トレーサビリティとは?導入すべき有望なシステム

トレーサビリティの概要

今回はトレーサビリティが求められるようになった背景並びに、有望なトレーサビリティシステムとその事例についてお伝えさせていただきます。

トレーサビリティ(Traceability)は、トレース(Trace)とアビリティ(Ability)を組み合わせ、日本語では「追跡可能性」と訳される造語です。

トレーサビリティは、製品や原材料がどのように生産され、処理され、流通されたかを詳細に追跡するための仕組みやプロセスを指します。

トレーサビリティは、製品やプロセスの透明性を提供し、製品の由来や流れを追跡するための重要な要素であり、トレーサビリティの必要性は、安全性、品質管理、法的規制への遵守、サプライチェーン効率性、環境への影響軽減など、さまざまな側面が考えられます。

トレーサビリティの実現には「情報の蓄積」が重要であり、あらゆる情報が収集できるようにインフラや環境を整備するところから始める必要があります。企業と企業の間、部門ごとのシステムもすべて連動させる必要があり、バーコードやIoT技術を活用して効率的にデータが集められるような仕組みづくりを行うことが必要です。

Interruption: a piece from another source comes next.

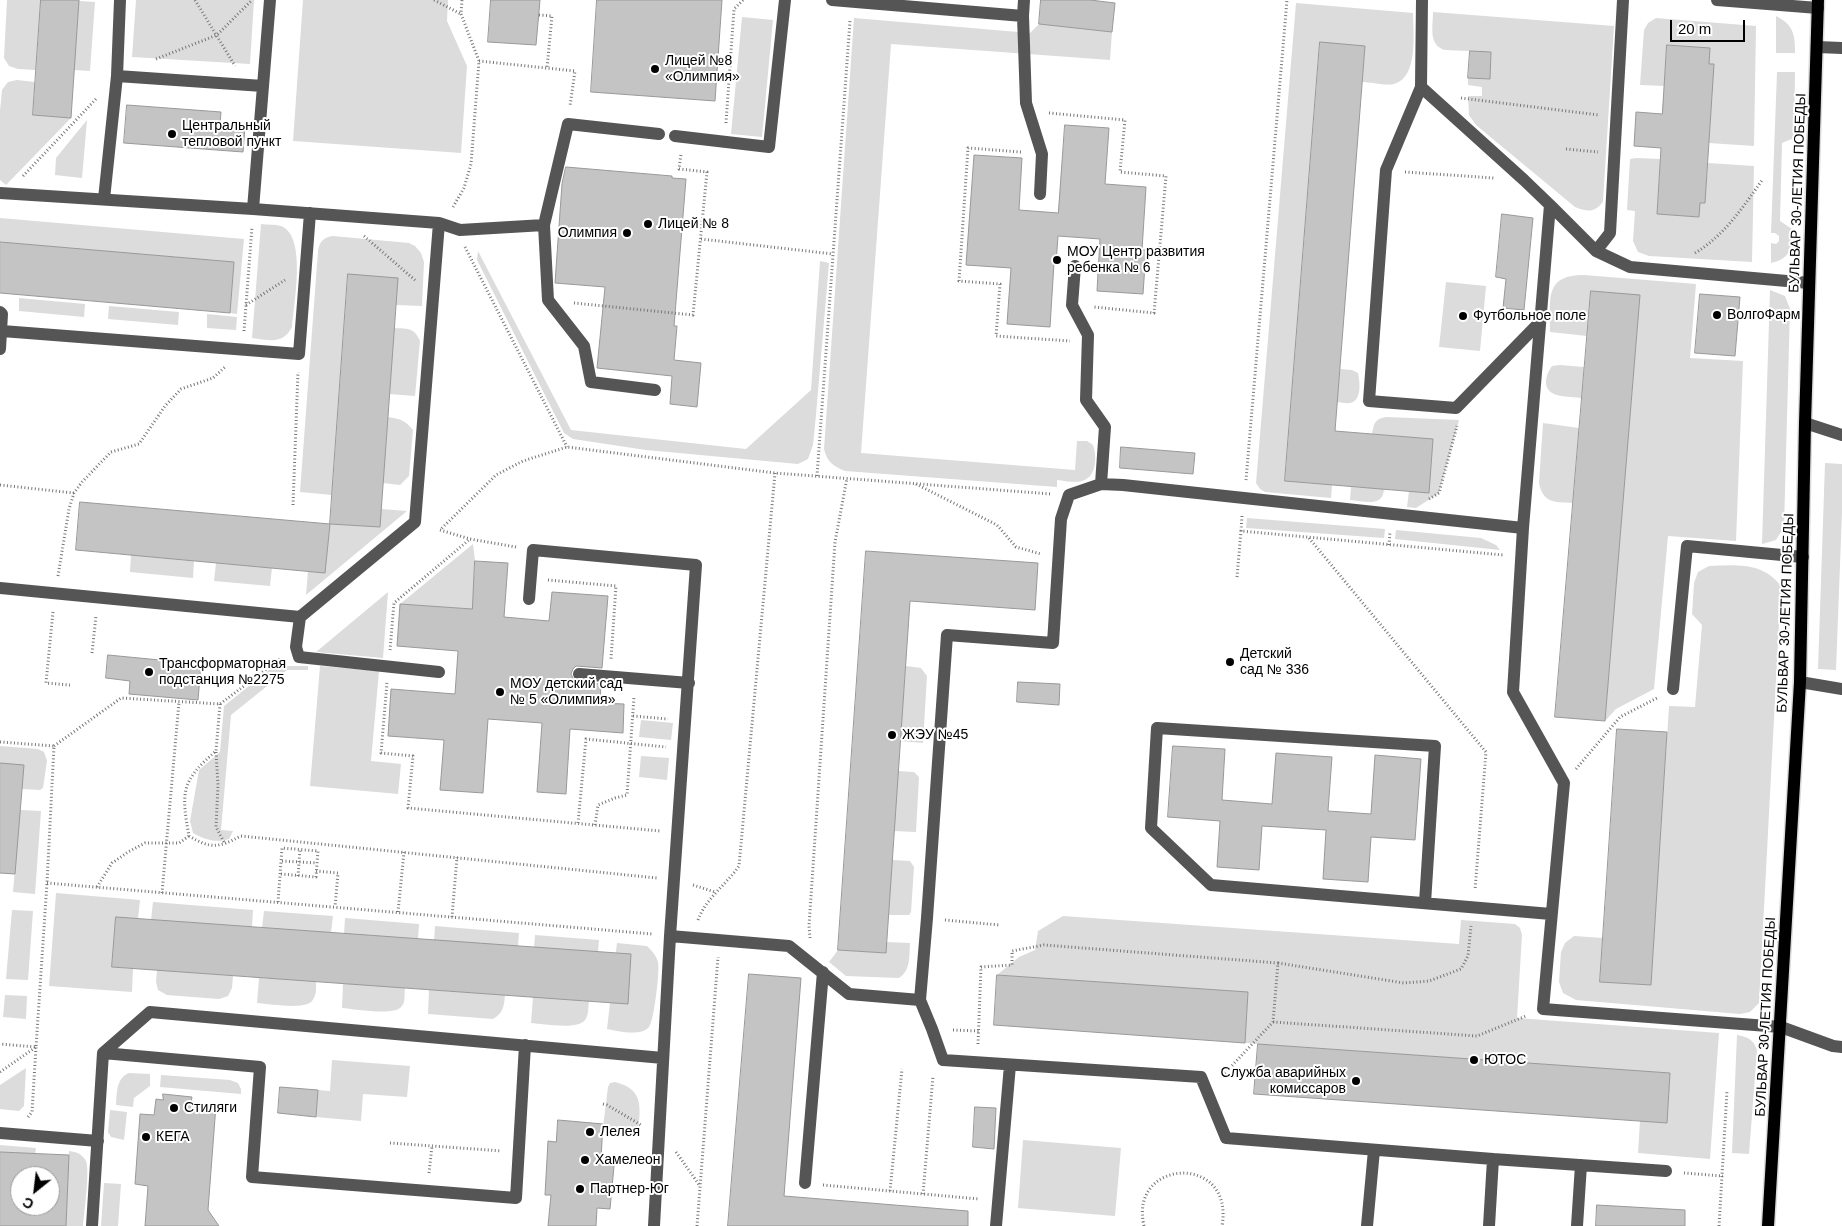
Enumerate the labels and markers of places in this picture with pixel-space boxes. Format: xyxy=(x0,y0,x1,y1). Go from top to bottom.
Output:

近年では、農林水産省も産地偽装問題の解決に乗り出し、食品(牛肉や鶏卵など)を中心にトレーサビリティ普及に向けた活動を行っており、官民合同でICタグを研究・開発し、トレーサビリティに活用しようという試みを実施しており、徐々に普及を推進しています。

 

トレーサビリティが求められる背景

トレーサビリティが求められる全業界に影響を与える背景としては、グローバルなサプライチェーンの複雑化や環境配慮意識の高まりなどがあります。

サプライチェーンの複雑化

現代のビジネス環境では、多国籍企業、グローバルなサプライチェーン、複数のサプライヤーと顧客が絡み合い、サプライチェーンが複雑化しています。この複雑性の中で、製品の流れと品質を追跡する必要性が高まっています。

新型コロナウイルスによってグローバルレベルでサプライチェーンが分断され、必要な材料や部品、代替品の手配、製造ラインにいつ投入できるのかなどといった状況確認に手間取り、情報の錯そうによって生産現場に大きな混乱が生じるなど様々な業種及び企業が影響を受けました。こういった流れからもサプライチェーンの可視化とトレーサビリティ及びサプライチェーン領域におけるブロックチェーンの関心は高まったと考えられます。

 

環境配慮意識の高まり

持続可能性への関心が高まっており、トレーサビリティはサプライチェーン全体を環境に配慮した方法で管理する手段としても重要となります。資源の効率的な使用や廃棄物削減に貢献を可能とします。

 

トレーサビリティ不十分による不祥事

上記の他にトレーサビリティが一般的に広く求められるきっかけとなった事例について今回は2点を紹介させていただきます。

1つ目はBSE(狂牛病)問題です。

トレーサビリティに関して、一般的に広く注目を集めるきっかけになったのがBSE(狂牛病)問題です。2001年の国産牛肉BSE感染問題や2003年のアメリカ牛肉BSE問題など、食の安全性が脅かされたことを発端に、国内でも耳標というタグを用いて牛を1頭毎に個体管理することが義務づけられた。現在では牛だけではなく、さまざまな商品でトレーサビリティの対象物と、そこに紐づける情報がますます拡大しています。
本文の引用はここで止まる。